“We don’t know where our first impressions come from or precisely what they mean, so we don’t always appreciate their fragility.”
– Malcolm Gladwell
As a hiring manager, today you have the ability to see a photo of your candidates online. Either you’re using a hiring platform that gives you access to candidate photos, or even videos, or you can check social media platforms. Either way, it’s highly likely that you’ll know what someone looks like before meeting them.
This is a fundamental shift in hiring because the flow of information has been accelerated. Employers can learn a lot about candidates before any discussions take place. This both powerful and dangerous. A candidate’s physical appearance can create bias, and this bias can lead to discrimination. Physical appearance is obviously not a good indicator of job performance. Looking at a candidate’s photo may be detrimental to your team building.
As it turns out, however, photos can reveal a lot more than physical appearance. In fact, if used effectively, photos can add a powerful reference point to the selection process.
Here are three things you can learn from a candidate’s photo:
Is the candidate smiling? What is her expression? Photos can reveal quite a lot. While not every photo posted to social media has a story behind it, there are things you can learn about the candidate. Is she outgoing and friendly? Casual or formal? Introvert or extrovert?
Whatever you find on your search is just as easily found by anyone your new employee will be speaking to on your behalf. It’s important not to draw too many conclusions and take everything with a grain of salt.
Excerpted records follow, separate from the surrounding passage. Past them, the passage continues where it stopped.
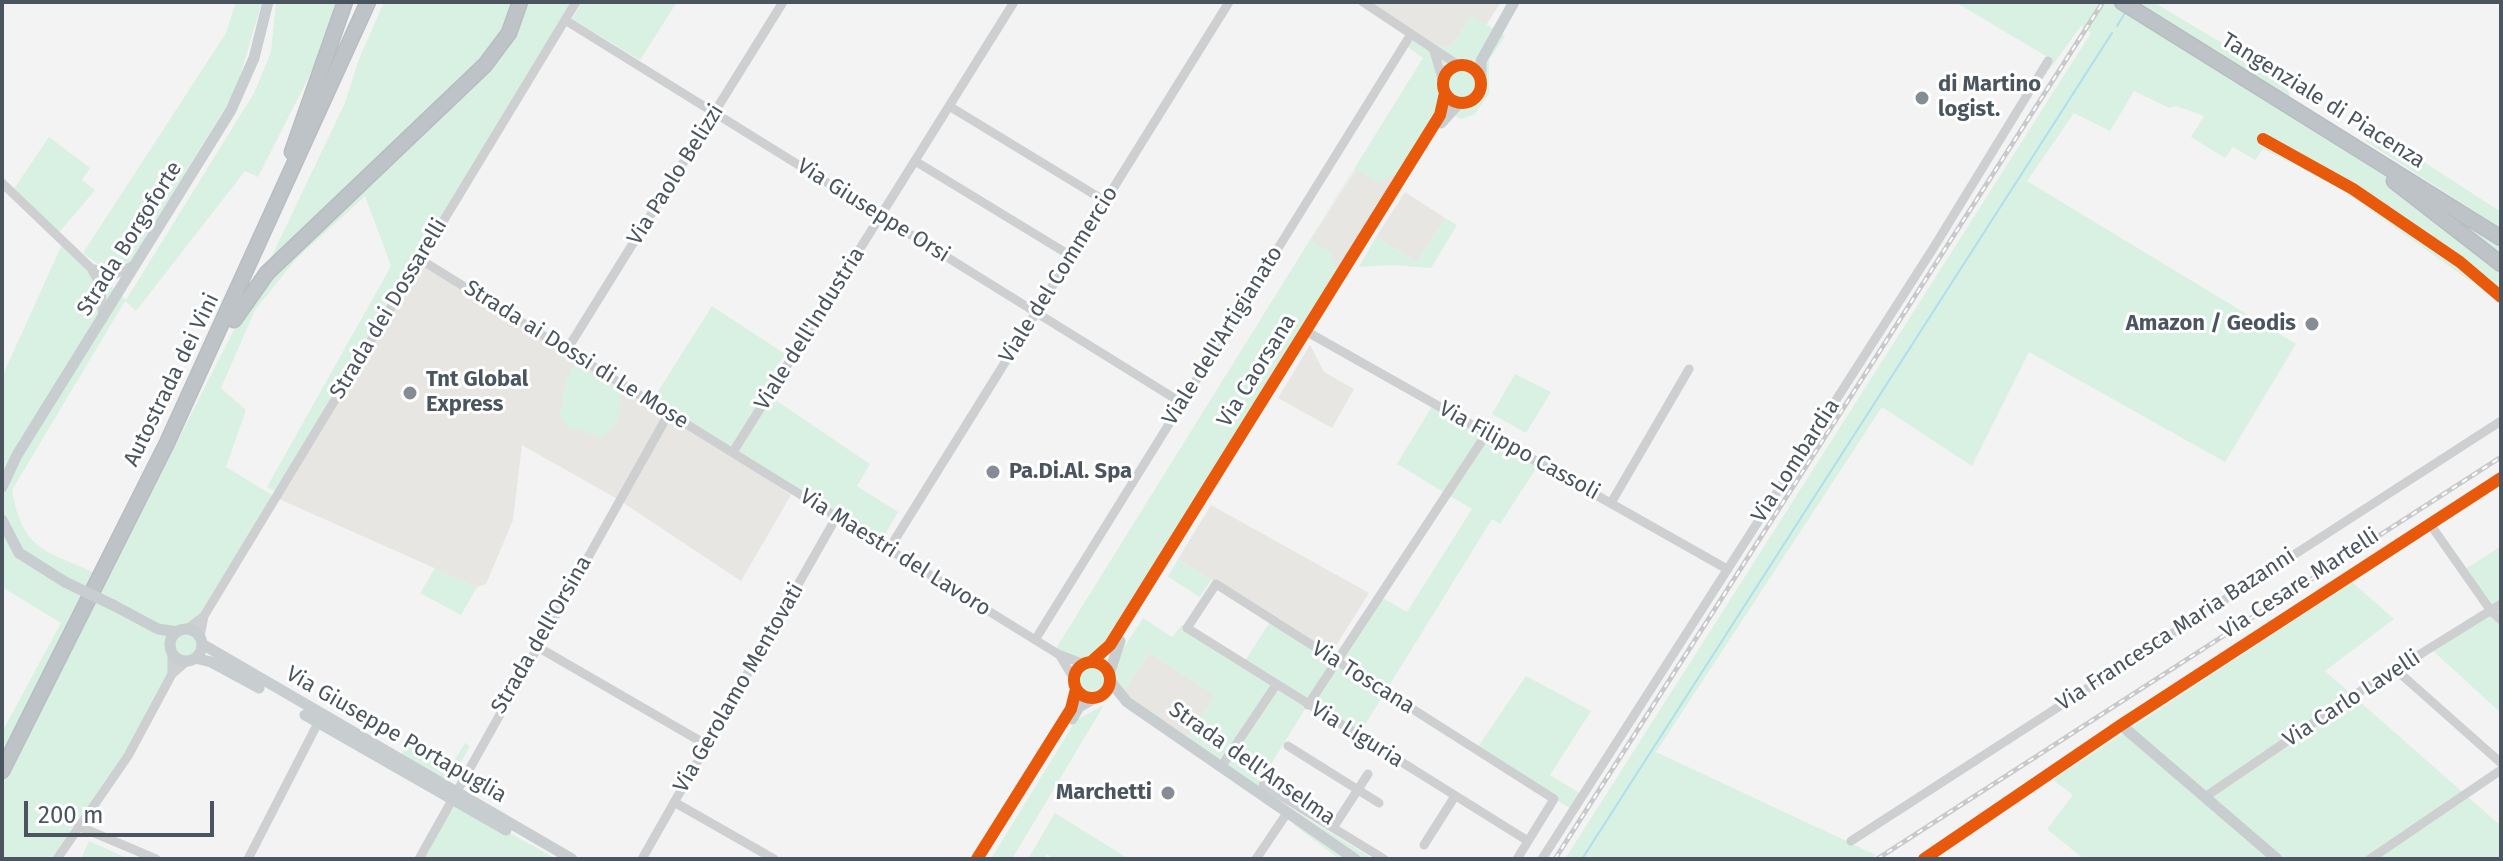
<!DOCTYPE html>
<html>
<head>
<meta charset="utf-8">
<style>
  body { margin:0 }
  #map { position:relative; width:2503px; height:861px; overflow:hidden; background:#f3f3f3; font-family:"Fira Sans",sans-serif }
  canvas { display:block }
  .frame { position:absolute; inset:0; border:4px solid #4a5560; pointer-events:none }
  .scale { position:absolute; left:24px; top:801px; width:190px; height:36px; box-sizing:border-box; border:4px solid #4a5560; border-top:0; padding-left:10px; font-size:24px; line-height:28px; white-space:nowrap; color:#4a5560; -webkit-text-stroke:6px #fff; paint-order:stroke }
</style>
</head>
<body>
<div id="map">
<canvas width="2503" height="861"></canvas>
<div class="frame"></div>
<div class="scale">200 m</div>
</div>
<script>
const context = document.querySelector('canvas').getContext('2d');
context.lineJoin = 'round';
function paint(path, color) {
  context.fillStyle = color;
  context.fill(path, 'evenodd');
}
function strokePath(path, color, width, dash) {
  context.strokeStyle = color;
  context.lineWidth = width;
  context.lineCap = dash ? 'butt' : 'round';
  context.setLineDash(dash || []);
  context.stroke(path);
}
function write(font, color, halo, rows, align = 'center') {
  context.font = font + ' "Fira Sans",sans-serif';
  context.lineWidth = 6;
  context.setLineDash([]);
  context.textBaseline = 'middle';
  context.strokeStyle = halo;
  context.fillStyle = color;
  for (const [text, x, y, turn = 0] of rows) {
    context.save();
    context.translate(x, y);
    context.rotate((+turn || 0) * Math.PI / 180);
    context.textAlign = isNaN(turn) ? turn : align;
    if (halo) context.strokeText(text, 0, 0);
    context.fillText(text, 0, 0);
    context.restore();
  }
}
const commercial = new Path2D(`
  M1361 2H1501L1486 25 1471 16 1453 44 1445 48 1411 34Z
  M1356 169 1399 173 1337 271 1311 240Z
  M1405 192 1445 218 1417 262 1376 237Z
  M418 258 652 401 791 495 741 581 619 500 522 445 513 520 486 584 477 587 279 499Z
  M1310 345 1324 372 1354 389 1332 428 1278 398Z
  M1211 505 1369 593 1330 655 1178 559Z
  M1149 653 1215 695 1186 739 1121 695Z`);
const green = new Path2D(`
  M236 2H262L236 90 129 264C108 272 100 267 83 253L226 33Z
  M276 2H340L329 37 258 177 245 171 136 311 125 301 12 490C24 560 54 549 107 580L247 304 439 117 525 2H566L572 6 281 495 267 487 391 266 365 196 296 259 255 310 221 388 246 410 226 467 279 499 212 608 203 627 202 654 181 666 130 756 59 859H2V732L61 623 2 587V377L64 240 126 300 254 93 271 52Z
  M384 2H516L491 51 267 266 345 103 359 59Z
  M582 2H677L640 60 572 19Z
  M1955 2H2153L2284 80 2290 96 2260 92 2501 248V303L2335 185 2263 149 2255 160 2233 147 2225 158 2191 137 2204 116 2176 106 2169 108 2134 91 2110 131 2074 113 2027 181 2296 344 2225 462 2029 352 1972 466 1882 407 1656 752 1876 855 1869 859H1565L2091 33 2081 26 2017 114 2051 59Z
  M1471 15 1505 36 1489 60V94L1475 114 1462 119 1438 110 1399 173 1377 182 1355 169 1311 240 1330 252 1337 271 1099 652 1082 659 1055 650 1423 58 1405 45 1411 34 1446 48 1453 44Z
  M2378 132 2501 212V228L2365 141Z
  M49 137 90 168 82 180 95 190 57 235 13 190Z
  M1445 218 1457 225 1431 268 1393 265 1359 267 1376 237 1417 262Z
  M712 306 785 354 762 391 870 464 857 486 898 512 880 543 652 401Z
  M575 363 620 392C621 413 620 426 601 437L568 427 559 416 566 380Z
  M1515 374 1551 392 1526 433 1492 414Z
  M1434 403 1539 464 1500 524 1492 519 1358 736 1308 704 1257 787 1186 739 1214 695 1149 653 1121 695 1112 676 1116 660 1143 618 1172 637 1182 625 1243 664 1271 620 1337 661 1379 596 1407 612 1472 509 1397 464Z
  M2501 546V713L2432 650 2491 610 2464 570Z
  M1178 559 1211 580 1200 597 1168 577Z
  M435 568 477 587 461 615 420 593Z
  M2352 582 2394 619 2325 671 2501 826V859H2084L2047 829 2073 795 2053 780Z
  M1076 680a16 16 0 1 1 32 0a16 16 0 1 1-32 0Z
  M1526 676 1591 711 1550 775 1583 795 1573 810 1476 750Z
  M1104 705 1012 859H991L1076 720Z
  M465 743 470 746 449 784 401 756 407 744 418 750 425 746 442 756 437 765 448 771Z
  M450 799 556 859H419Z
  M1055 813 1129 859H1054L1047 854 1044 859H1028Z
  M1299 813 1373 859H1339L1293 824Z
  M89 841 129 859H81Z`);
const stream = new Path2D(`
  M2117 26 2125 13
  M1582 859 2112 33`);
const minor = new Path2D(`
  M1363 2 1458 65
  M565 20 1182 403
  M1434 51 1443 82
  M949 106 1105 201
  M915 161 1071 256
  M2 183 91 268 101 287 103 319
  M418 258 1058 654 1084 664
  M91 268 114 275 136 264
  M1311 334 1727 569
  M568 348 783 2
  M733 452 1014 2
  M1611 503 1689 369
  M2430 524 2491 611 2501 620
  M889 549 1229 2
  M187 629 204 616
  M200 637 204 616 576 2
  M1035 640 1411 34
  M536 646 707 745
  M1060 656 1074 679
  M2395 669 2501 763
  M172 674V653
  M1308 705 1487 433
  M2121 725 2501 478
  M1288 746 1379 803
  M1221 767 1276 685
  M1263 785 1384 859
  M2205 797 2356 694 2501 604
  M674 802 774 859
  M78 826 156 859
  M1333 828 1368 774
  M1851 841 2501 421
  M1424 845 1455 796
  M57 859 128 756 172 674 187 661
  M248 859 320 719
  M419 859 669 413
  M642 859 837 516
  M1256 859 1287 813
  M1517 859 1554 799 1216 584 1187 628 1528 841
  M1542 859 1934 247 2048 61
  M2370 859 2501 770`);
const major = new Path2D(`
  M1443 84a19 19 0 1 1 38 0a19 19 0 1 1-38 0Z
  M1481 78V61L1514 2
  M1441 123 1459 103
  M2 487 17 455 231 110 254 58 268 2
  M2 520 19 553 65 582
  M113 605 158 629 177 632
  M170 645a16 16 0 1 1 32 0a16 16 0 1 1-32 0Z
  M202 644 572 859
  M195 658 211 662 259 688
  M1091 662 1110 645 1440 115 1445 93
  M1074 680a18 18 0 1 1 36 0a18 18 0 1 1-36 0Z
  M1109 674 1120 641
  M1110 681 1127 702 1355 859
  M305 715 506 830
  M1072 719 1079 707 1093 699
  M977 859 1071 709 1076 689
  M1924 859 2121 725 2277 859`);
const highway = new Path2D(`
  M2122 2 2501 238
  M292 152 345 2
  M2394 181 2501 264
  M234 320 267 273 485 65 509 33 520 2
  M2 771 167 443 368 2`);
const rail = new Path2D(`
  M1555 859 2103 2
  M1877 859 2501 457`);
const majorBridge = new Path2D(`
  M65 582 113 605`);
const cycleway = new Path2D(`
  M1443 84a19 19 0 1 1 38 0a19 19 0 1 1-38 0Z
  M2263 139 2353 189 2460 262 2501 297
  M1091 662 1110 645 1440 115 1445 93
  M1074 680a18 18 0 1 1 36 0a18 18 0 1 1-36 0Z
  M977 859 1071 709 1076 689
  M1924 859 2121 725 2501 478`);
const markers = [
  [1922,98,8,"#858c93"],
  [2312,324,8,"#858c93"],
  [410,393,8,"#858c93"],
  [993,472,8,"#858c93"],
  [1168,793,8,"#858c93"]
];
const poiNames = [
  ["di Martino",1938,85],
  ["logist.",1938,110],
  ["Amazon / Geodis",2296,324,"right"],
  ["Tnt Global",426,380],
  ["Express",426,405],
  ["Pa.Di.Al. Spa",1009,472],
  ["Marchetti",1152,793,"right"]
];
const streetNames = [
  ["Tangenziale di Piacenza",2323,101,32],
  ["Via Paolo Belizzi",676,175,-58],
  ["Via Giuseppe Orsi",873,211,32],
  ["Strada Borgoforte",130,239,-58],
  ["Viale del Commercio",1059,275,-58],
  ["Strada dei Dossarelli",389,309,-59],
  ["Viale dell'Industria",810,329,-58],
  ["Viale dell'Artigianato",1223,336,-58],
  ["Strada ai Dossi di Le Mose",576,355,32],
  ["Via Caorsana",1257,371,-58],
  ["Autostrada dei Vini",172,380,-64],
  ["Via Filippo Cassoli",1519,451,29],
  ["Via Lombardia",1796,461,-57],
  ["Via Maestri del Lavoro",895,553,32],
  ["Via Cesare Martelli",2300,584,-33],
  ["Via Francesca Maria Bazanni",2176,630,-33],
  ["Strada dell'Orsina",542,635,-60],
  ["Via Toscana",1363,678,32],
  ["Via Gerolamo Mentovati",739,688,-60],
  ["Via Carlo Lavelli",2352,699,-33],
  ["Via Giuseppe Portapuglia",396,735,30],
  ["Via Liguria",1357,735,32],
  ["Strada dell'Anselma",1252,764,35]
];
paint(commercial, '#e7e6e2');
paint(green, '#d8f1e2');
strokePath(stream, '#aedfee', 2);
strokePath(highway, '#b8bdc2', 17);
strokePath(minor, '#cdcfd1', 9);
strokePath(major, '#c8cdd0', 11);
strokePath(highway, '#bec3c8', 14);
strokePath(rail, '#c8c9cb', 5);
strokePath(rail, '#fff', 2, [6]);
strokePath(majorBridge, '#c8cdd0', 11);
strokePath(cycleway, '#e8590c', 12);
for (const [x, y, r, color] of markers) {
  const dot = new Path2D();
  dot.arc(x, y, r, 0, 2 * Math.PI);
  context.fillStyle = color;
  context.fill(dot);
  strokePath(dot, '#fff', 3);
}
write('bold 22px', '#4a5560', '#fff', poiNames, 'left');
write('22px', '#4a5560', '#fff', streetNames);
</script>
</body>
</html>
At this point you’re just guessing.
Was the photo taken professionally or is it sloppy? How much effort has gone into the photo? This is an indicator of how important it is to the candidate to make a positive impression. It’s the digital equivalent of the candidate’s presentation at the interview. If she turned up late and dressed unprofessionally – however you define that – you probably wouldn’t be impressed.
While style might seem superficial to some and irrelevant to others, in many industries or roles it’s extremely important. If it’s a creative role, style may be paramount. If you’re looking for an ambassador for your company the “look” is important. Do you want grungy? Classy? Trendy? If style is important, a candidate’s photo can be an effective reference point. Don’t waste an important opportunity.
In a digital world, it’s hard to ignore the material available online about someone you may be meeting. You don’t need to reach definitive conclusions. You can jot down some questions and ask candidates to validate your assumptions. Make it part of your interview script and try to be impartial.
So, think of photos as another reference point and add them to the mix. Don’t feel guilty about having an opinion.
The candidate wants you to have an opinion, that’s why she chose that photo.